[英]how to retrieve string from a large file
I have written a code in which "IDS.txt" is a tab deliminated text file contains ID in the manner given below in which first column represent ID second starting index and third column ending index. 我编写了一个代码,其中“IDS.txt”是一个制表符分隔文本文件,其中包含下面给出的ID,其中第一列表示ID第二个起始索引和第三列结束索引。
IDs.txt-------
"complete.txt" “complete.txt”
the script which i have write given bellow to retrieve the string fragment according to "IDs.txt" it's NOT
working please help what changes should i make to correct the code 我所给出的波纹管写剧本根据“IDs.txt”检索字符串片段它
NOT
工作,请帮助我应该做出哪些改变来纠正码
with open("\Users\Zebrafish\Desktop\IDs.txt") as f: # will get input from the text
for line in f:
c = line.split("\t")
for i, x in enumerate(c): #passing values to start and end variables
if i == 1:
start = x
elif i == 2:
end = x
elif i == 0:
gene_name = x
infile = open("/Users/Zebrafish/Desktop/complete.txt") #file to get large string data
for seq in infile:
seqnew = seq.split("\t") # get data as single line
retrived = seqnew[int(start):int(end)] #retrieve fragment
print retrived
I don't know why you are splitting on \\t
in your complete.txt
file, here is your code optimized: 我不知道你为什么要在你的
complete.txt
文件中拆分\\t
,这里是你的代码优化:
ids = {}
with open('/Users/Zebrafish/Desktop/ASHISH/IDs.txt') as f:
for line in f:
if len(line.strip()):
# This makes sure you skip blank lines
id,start,end = line.split('\t')
ids[id] = (int(start),int(end))
# Here, I assume your `complete.txt` is a file with one long line.
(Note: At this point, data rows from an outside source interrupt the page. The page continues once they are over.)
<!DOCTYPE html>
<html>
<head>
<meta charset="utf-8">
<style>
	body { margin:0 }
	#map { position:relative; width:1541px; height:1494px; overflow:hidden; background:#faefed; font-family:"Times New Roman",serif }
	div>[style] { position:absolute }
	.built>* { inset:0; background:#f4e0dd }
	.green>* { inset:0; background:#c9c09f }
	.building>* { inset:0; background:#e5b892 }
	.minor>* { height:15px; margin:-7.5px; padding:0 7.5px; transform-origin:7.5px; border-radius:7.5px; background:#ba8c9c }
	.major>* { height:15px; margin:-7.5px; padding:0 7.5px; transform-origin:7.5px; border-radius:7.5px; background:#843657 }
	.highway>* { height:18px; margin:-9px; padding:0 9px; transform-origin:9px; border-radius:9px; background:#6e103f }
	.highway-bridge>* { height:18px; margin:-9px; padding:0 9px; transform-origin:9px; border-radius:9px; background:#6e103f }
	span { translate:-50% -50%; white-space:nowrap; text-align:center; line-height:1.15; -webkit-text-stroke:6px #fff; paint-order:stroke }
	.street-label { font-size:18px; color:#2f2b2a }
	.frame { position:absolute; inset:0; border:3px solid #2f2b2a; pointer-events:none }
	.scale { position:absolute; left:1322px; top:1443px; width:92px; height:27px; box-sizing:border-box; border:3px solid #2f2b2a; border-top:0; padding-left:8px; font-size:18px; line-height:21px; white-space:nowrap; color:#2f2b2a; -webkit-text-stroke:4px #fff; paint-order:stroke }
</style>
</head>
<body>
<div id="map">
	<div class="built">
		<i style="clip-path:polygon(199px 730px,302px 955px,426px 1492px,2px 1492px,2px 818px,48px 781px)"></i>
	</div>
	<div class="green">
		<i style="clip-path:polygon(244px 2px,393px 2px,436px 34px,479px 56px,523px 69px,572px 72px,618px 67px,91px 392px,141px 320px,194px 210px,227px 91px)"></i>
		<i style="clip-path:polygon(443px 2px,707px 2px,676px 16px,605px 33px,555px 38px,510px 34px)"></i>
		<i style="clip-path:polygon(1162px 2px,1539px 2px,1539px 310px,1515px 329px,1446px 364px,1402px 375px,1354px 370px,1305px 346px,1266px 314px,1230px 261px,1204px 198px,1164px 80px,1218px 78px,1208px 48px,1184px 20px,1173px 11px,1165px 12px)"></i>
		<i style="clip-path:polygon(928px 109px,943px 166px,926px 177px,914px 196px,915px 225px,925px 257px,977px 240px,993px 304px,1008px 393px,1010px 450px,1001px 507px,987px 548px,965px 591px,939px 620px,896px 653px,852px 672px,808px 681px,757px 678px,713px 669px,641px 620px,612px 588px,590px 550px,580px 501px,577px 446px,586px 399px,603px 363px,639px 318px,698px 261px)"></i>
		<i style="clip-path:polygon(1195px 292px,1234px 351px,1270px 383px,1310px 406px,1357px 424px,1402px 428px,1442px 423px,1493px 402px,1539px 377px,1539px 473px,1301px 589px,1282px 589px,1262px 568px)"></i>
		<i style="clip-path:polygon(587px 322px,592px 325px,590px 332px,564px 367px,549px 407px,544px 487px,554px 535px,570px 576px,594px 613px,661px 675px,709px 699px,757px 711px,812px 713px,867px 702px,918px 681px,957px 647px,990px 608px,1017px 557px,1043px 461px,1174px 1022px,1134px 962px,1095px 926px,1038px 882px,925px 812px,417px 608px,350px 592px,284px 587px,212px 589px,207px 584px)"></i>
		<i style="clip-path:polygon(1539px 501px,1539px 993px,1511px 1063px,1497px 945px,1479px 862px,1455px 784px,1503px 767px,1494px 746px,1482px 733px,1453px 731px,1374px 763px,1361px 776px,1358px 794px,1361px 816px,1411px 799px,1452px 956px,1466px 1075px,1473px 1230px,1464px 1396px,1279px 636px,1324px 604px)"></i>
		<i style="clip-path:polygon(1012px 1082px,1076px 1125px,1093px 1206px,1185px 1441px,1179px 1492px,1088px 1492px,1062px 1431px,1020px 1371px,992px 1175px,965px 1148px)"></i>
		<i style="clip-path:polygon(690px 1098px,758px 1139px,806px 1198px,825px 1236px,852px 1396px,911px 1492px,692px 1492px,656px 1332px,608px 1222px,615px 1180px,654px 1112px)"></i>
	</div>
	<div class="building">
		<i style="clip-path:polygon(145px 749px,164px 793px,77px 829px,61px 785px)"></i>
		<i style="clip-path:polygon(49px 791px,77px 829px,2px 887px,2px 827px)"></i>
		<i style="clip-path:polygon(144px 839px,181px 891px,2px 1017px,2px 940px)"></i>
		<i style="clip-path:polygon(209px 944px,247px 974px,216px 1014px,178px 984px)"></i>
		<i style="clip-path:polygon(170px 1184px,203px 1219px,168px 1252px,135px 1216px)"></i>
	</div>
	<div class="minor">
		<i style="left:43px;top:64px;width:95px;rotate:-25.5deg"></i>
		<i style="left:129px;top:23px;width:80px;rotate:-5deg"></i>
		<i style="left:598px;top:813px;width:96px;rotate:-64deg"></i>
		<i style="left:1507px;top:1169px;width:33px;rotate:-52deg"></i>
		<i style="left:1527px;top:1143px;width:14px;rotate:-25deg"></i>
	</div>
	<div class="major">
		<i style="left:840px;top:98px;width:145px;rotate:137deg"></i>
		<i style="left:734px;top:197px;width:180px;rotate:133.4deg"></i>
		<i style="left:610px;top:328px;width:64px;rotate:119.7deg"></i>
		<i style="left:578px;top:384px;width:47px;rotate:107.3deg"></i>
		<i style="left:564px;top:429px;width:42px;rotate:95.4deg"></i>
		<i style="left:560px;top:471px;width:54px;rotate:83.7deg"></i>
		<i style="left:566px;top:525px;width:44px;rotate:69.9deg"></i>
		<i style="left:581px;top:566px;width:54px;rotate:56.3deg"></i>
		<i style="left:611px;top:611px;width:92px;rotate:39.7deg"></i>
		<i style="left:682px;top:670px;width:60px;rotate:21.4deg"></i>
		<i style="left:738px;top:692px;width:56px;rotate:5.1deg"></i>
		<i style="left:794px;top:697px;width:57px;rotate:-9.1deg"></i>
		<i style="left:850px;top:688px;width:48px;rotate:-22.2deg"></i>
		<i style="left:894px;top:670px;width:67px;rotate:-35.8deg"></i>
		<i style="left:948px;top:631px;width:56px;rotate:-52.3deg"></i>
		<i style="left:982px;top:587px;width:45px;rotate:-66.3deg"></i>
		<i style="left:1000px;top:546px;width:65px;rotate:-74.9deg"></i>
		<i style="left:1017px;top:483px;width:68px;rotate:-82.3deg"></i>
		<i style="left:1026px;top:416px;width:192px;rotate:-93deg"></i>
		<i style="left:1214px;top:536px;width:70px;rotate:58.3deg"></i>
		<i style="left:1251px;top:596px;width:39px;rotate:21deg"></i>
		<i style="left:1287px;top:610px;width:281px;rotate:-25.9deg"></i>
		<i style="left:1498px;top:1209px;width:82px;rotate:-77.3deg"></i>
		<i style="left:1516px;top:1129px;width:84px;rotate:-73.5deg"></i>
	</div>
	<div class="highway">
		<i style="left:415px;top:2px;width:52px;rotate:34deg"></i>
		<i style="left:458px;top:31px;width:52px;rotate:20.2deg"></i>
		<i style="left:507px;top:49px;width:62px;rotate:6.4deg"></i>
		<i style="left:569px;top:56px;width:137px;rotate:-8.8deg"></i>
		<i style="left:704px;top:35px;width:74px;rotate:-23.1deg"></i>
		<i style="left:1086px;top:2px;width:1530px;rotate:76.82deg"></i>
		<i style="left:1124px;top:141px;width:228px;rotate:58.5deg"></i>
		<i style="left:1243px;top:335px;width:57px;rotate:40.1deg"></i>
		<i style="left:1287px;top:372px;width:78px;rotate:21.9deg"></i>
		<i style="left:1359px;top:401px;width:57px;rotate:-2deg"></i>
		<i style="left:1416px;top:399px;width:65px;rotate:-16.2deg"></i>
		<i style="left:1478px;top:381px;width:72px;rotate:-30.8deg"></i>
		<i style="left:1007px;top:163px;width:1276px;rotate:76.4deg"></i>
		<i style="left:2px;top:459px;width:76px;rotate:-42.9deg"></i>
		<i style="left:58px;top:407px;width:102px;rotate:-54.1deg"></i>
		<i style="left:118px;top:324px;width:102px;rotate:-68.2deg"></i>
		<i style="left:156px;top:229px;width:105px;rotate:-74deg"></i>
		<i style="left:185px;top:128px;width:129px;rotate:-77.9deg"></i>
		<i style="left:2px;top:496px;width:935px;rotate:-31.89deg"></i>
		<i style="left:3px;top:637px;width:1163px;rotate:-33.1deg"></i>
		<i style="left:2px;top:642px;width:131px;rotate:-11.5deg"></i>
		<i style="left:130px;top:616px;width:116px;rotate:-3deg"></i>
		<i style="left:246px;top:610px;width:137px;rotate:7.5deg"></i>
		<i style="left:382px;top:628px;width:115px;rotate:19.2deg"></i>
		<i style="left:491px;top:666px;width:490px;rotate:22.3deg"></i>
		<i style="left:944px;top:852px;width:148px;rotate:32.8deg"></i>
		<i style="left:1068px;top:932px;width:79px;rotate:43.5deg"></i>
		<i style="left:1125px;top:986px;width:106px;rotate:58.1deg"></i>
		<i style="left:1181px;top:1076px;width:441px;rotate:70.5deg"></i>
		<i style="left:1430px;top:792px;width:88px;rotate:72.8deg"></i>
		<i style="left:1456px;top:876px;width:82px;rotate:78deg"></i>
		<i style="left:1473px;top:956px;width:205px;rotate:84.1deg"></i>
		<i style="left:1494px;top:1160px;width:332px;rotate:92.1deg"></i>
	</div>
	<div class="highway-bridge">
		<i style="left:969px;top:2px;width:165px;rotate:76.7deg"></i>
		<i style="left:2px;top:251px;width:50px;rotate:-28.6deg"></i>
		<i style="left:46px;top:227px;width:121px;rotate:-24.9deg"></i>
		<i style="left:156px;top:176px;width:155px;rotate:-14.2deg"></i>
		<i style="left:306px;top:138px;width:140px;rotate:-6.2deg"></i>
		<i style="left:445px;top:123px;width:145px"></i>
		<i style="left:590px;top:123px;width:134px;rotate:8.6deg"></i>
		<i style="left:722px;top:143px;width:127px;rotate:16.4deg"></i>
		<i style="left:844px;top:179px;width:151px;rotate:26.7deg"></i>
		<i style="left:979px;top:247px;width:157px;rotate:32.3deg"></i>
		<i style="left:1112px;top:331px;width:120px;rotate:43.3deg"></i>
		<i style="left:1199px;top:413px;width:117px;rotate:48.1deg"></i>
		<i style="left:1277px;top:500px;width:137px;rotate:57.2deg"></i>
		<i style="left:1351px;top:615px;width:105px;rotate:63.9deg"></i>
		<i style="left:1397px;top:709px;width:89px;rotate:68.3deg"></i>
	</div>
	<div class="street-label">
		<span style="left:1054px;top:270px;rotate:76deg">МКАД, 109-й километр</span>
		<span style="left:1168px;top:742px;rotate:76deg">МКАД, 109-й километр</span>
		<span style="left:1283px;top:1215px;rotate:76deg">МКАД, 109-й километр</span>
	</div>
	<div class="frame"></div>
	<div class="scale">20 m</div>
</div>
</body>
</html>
with open('/Users/Zebrafish/Desktop/ASHISH/complete.txt') as f:
sequence = f.readline()
# For each id, fetch the sequence "chunk:
for id,value in ids.iteritems():
start, end = value
print('{} {}'.format(id,sequence[start-1:end]))
3MB is not huge (on a computer that can run Windows). 3MB并不大(在可以运行Windows的计算机上)。 Just load the second file into memory as a single string, to get the fragments:
只需将第二个文件作为单个字符串加载到内存中,即可获取片段:
# populate `id -> (start, end)` map
ids = {}
with open(r"\Users\Zebrafish\Desktop\ASHISH\IDs.txt") as id_file:
for line in id_file:
if line.strip(): # non-blank line
id, start, end = line.split()
ids[id] = int(start), int(end)
# load the file as a single string (ignoring whitespace)
with open("/Users/Zebrafish/Desktop/ASHISH/complete.txt") as seq_file:
s = "".join(seq_file.read().split()) # or re.sub("\s+", "", seq_file.read())
# print fragments
for id, (start, end) in ids.items():
print("{id} -> {fragment}".format(id=id, fragment=s[start:end]))
If complete.txt
file doesn't fit in memory; 如果
complete.txt
文件不适合内存; you could use mmap
, to access its content as a sequence of bytes without loading the whole file into memory: 您可以使用
mmap
,以字节序列的形式访问其内容,而无需将整个文件加载到内存中:
from mmap import ACCESS_READ, mmap
with open("complete.txt") as f, mmap(f.fileno(), 0, access=ACCESS_READ) as s:
# use `s` here (assume that indices refer to the raw file in this case)
# e.g., `fragment = s[start:end]`
Remove the line: 删除行:
seqnew = seq.split("\t")
Just do: 做就是了:
retrieved = seqnew[int(start):int(end)]
will get the sub-string you want. 将获得您想要的子字符串。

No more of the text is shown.